Sir: Yasmin Alibhai-Brown talks of "ancient fears of annihilation". It is precisely these fears that compel Israel to behave as it does. That and the fact that every Arab nation wants Israel's destruction. It could not be any simpler or clearer. Please, let us not pretend otherwise

SARAH GARRETT

LONDON W1

Sir: Yesterday Yasmin Alibhai-Brown cast me in the role of a racist. On the programme, This Week, it was perfectly clear to me, if not to her, that I was referring to those who send out children to blow themselves up as people to whom life is cheap. I was referring to extremists not Muslims in general. I realise to misinterpret my words fitted in extremely well with her premise of the Jew as racist and I hope your readers do too.

MAUREEN LIPMAN

LONDON W1

Sir: Many thanks to Yasmin Alibhai Brown for her comment "Nothing but anti-Arab racism can fully explain the behaviour of the Israelis". I totally agree. When you demonise a people whether they be Arabs, Muslims or Palestinians, you begin to see them as sub-human or "the other" and then their death and suffering become meaningless and justifiable. This is a logical explanation for the reasons that the West has for decades been unwilling to do anything about Israel's continuing aggression against the Palestinian people. It is because "the West" sees Israel as "like us" and the Palestinians as "the other".

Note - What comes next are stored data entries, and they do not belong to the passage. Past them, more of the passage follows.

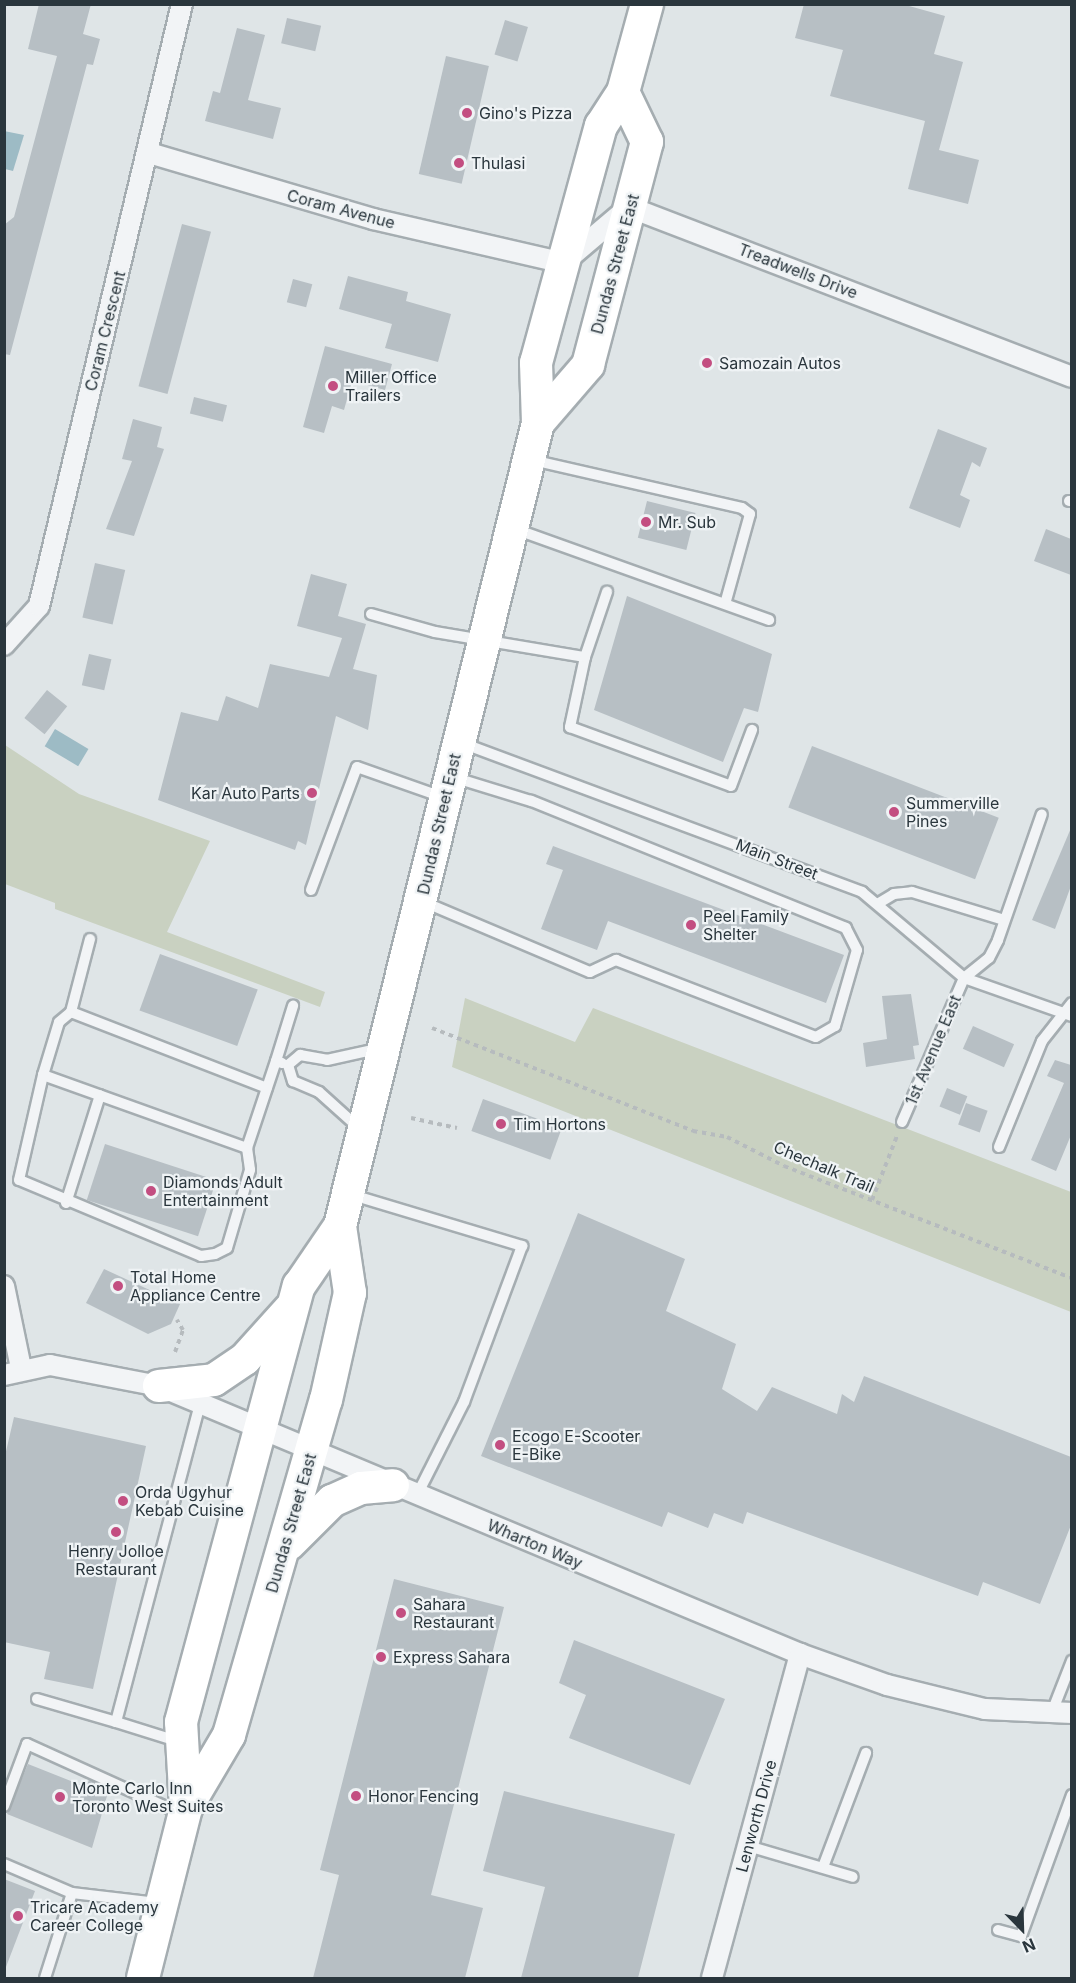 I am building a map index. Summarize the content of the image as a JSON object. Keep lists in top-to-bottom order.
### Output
{
  "streets": {
    "main road": ["Dundas Street East"],
    "street": [
      "Coram Avenue",
      "Treadwells Drive",
      "Coram Crescent",
      "Wharton Way",
      "Lenworth Drive"
    ],
    "lane": ["Main Street", "1st Avenue East"],
    "path": ["Chechalk Trail"]
  },
  "crossings": [
    ["Coram Avenue", "Dundas Street East"],
    ["Coram Avenue", "Coram Crescent"],
    ["Dundas Street East", "Treadwells Drive"],
    ["Dundas Street East", "Main Street"],
    ["Dundas Street East", "Wharton Way"],
    ["Main Street", "1st Avenue East"],
    ["Wharton Way", "Lenworth Drive"]
  ],
  "places": [
    "Gino's Pizza",
    "Thulasi",
    "Samozain Autos",
    "Miller Office Trailers",
    "Mr. Sub",
    "Kar Auto Parts",
    "Summerville Pines",
    "Peel Family Shelter",
    "Tim Hortons",
    "Diamonds Adult Entertainment",
    "Total Home Appliance Centre",
    "Ecogo E-Scooter E-Bike",
    "Orda Ugyhur Kebab Cuisine",
    "Henry Jolloe Restaurant",
    "Sahara Restaurant",
    "Express Sahara",
    "Honor Fencing",
    "Monte Carlo Inn Toronto West Suites",
    "Tricare Academy Career College"
  ],
  "north": "bottom right"
} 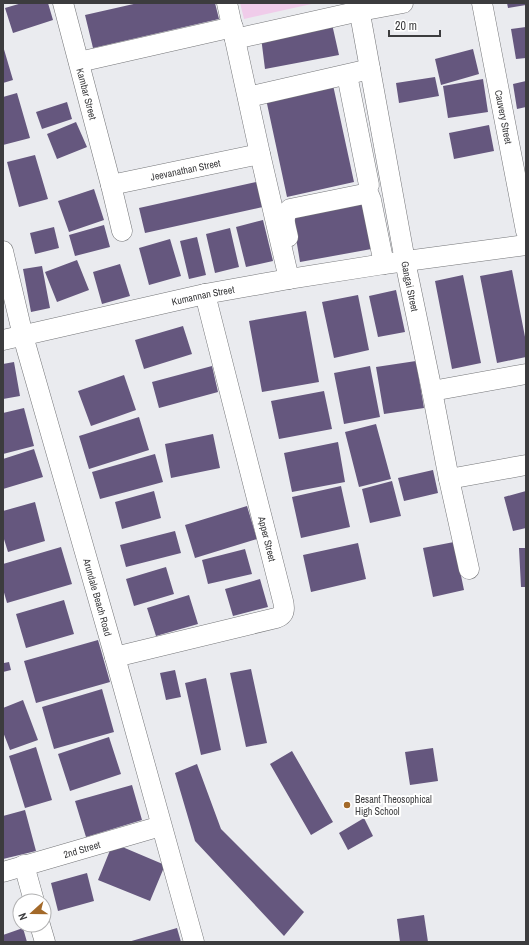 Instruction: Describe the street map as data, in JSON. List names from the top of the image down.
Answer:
{
  "streets": {
    "street": [
      "Kambar Street",
      "Cauvery Street",
      "Jeevanathan Street",
      "Gangai Street",
      "Kumannan Street",
      "Apper Street",
      "Arundale Beach Road",
      "2nd Street"
    ]
  },
  "crossings": [
    ["Kambar Street", "Jeevanathan Street"],
    ["Gangai Street", "Kumannan Street"],
    ["Kumannan Street", "Apper Street"],
    ["Kumannan Street", "Arundale Beach Road"],
    ["Apper Street", "Arundale Beach Road"],
    ["Arundale Beach Road", "2nd Street"]
  ],
  "places": ["Besant Theosophical High School"],
  "scale_bar": "20 m",
  "north": "left"
} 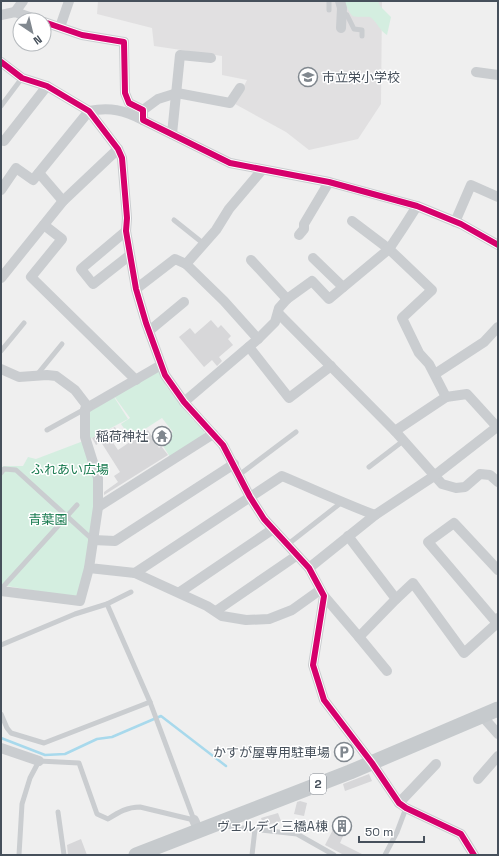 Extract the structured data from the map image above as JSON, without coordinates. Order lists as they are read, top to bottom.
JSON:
{
  "streets": {
    "main road": ["2"]
  },
  "parks": ["ふれあい広場", "青葉園"],
  "places": {
    "school or university": ["市立栄小学校"],
    "temple": ["稲荷神社"],
    "parking": ["かすが屋専用駐車場"],
    "building": ["ヴェルディ三橋A棟"]
  },
  "scale_bar": "50 m",
  "north": "bottom right"
} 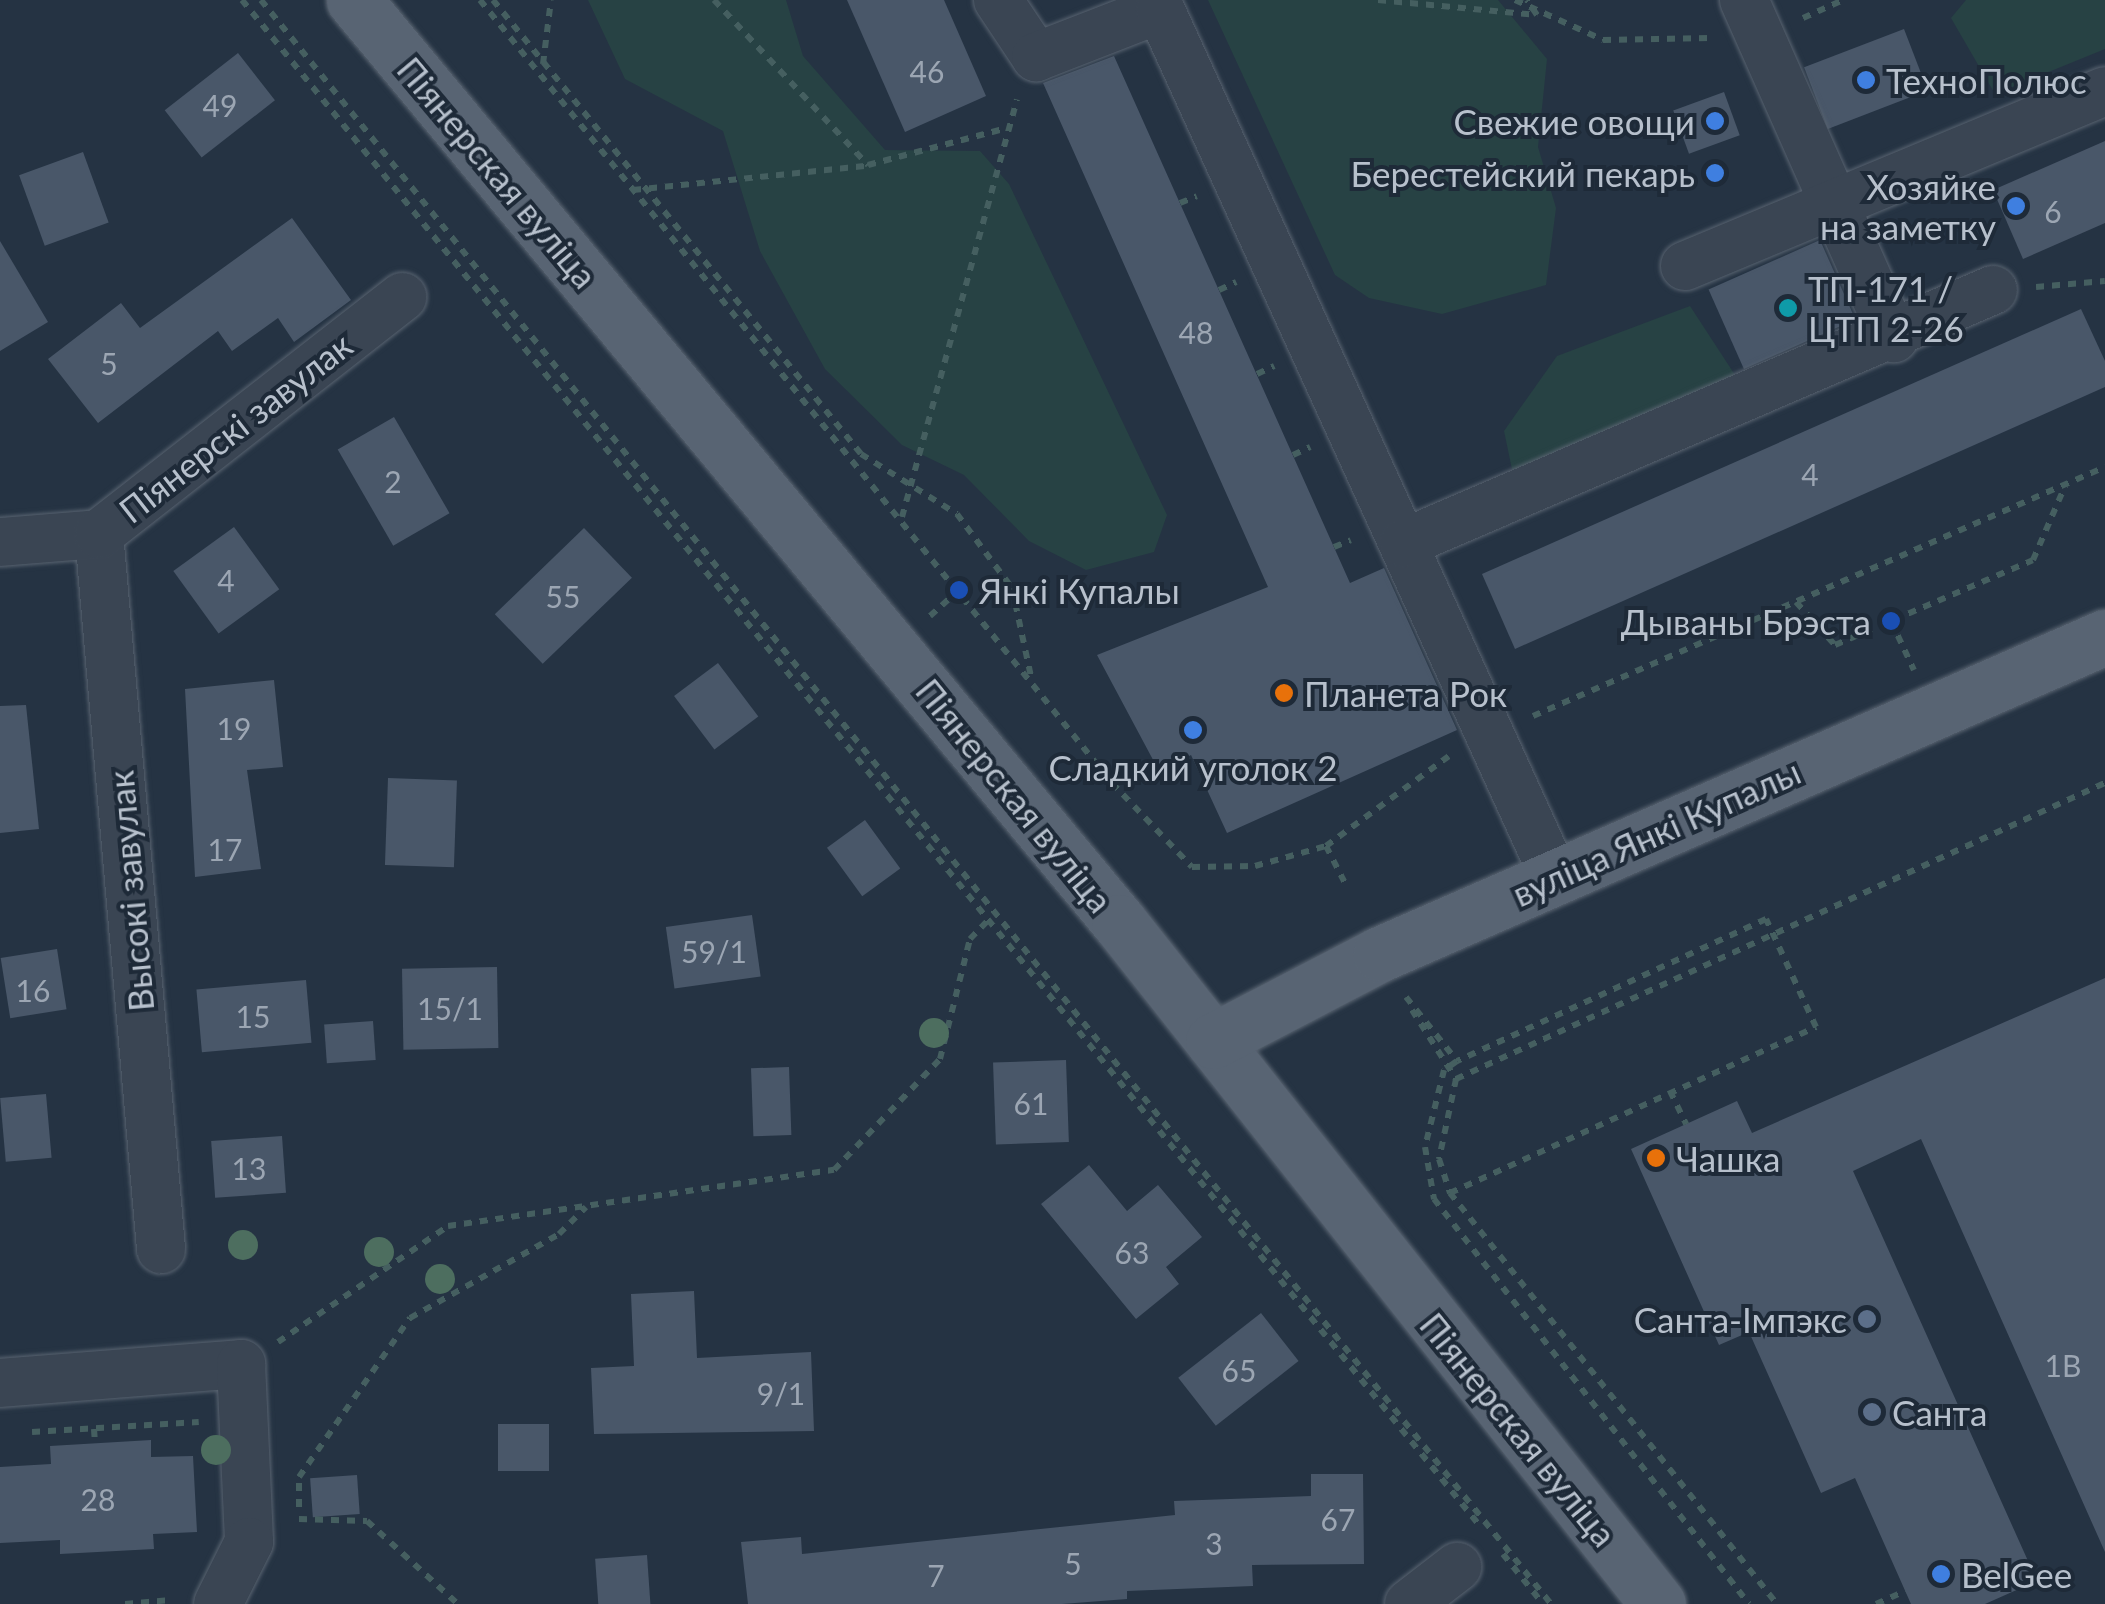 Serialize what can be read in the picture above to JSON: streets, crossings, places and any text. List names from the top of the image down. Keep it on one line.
{"streets":{"main road":["Піянерская вуліца","вуліца Янкі Купалы"],"street":["Піянерскі завулак","Высокі завулак"]},"crossings":[["Піянерская вуліца","вуліца Янкі Купалы"],["Піянерскі завулак","Высокі завулак"]],"places":["ТехноПолюс","Свежие овощи","Берестейский пекарь","Хозяйке на заметку","ТП-171 / ЦТП 2-26","Янкі Купалы","Дываны Брэста","Планета Рок","Сладкий уголок 2","Чашка","Санта-Імпэкс","Санта","BelGee"],"house_numbers":["46","49","6","48","5","4","2","4","55","19","17","59/1","16","15/1","15","61","13","63","1В","65","9/1","28","67","3","5","7"]}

Perhaps Israel's extreme actions will turn the tide, because "people like us" can no longer stomach what Israel is doing.

DINA TURNER

FARNHAM, SURREY

Shocking secrets of greyhound racing

Sir: At last, the shocking secrets of the greyhound racing industry are out ("Unwanted greyhounds put down at abattoir", 17 July). While up to 12,000 greyhounds go "missing" every year, the racing industry has always denied any wrongdoing, and insisted that it meets high welfare standards for racing hounds. Finally, their lies have been exposed.

Similarly, thousands of thoroughbred racehorses who don't make the grade or receive injuries are slaughtered every year for their meat.

We believe that it is only a matter of time before the horse racing industry is exposed in the same way that the greyhound industry has been.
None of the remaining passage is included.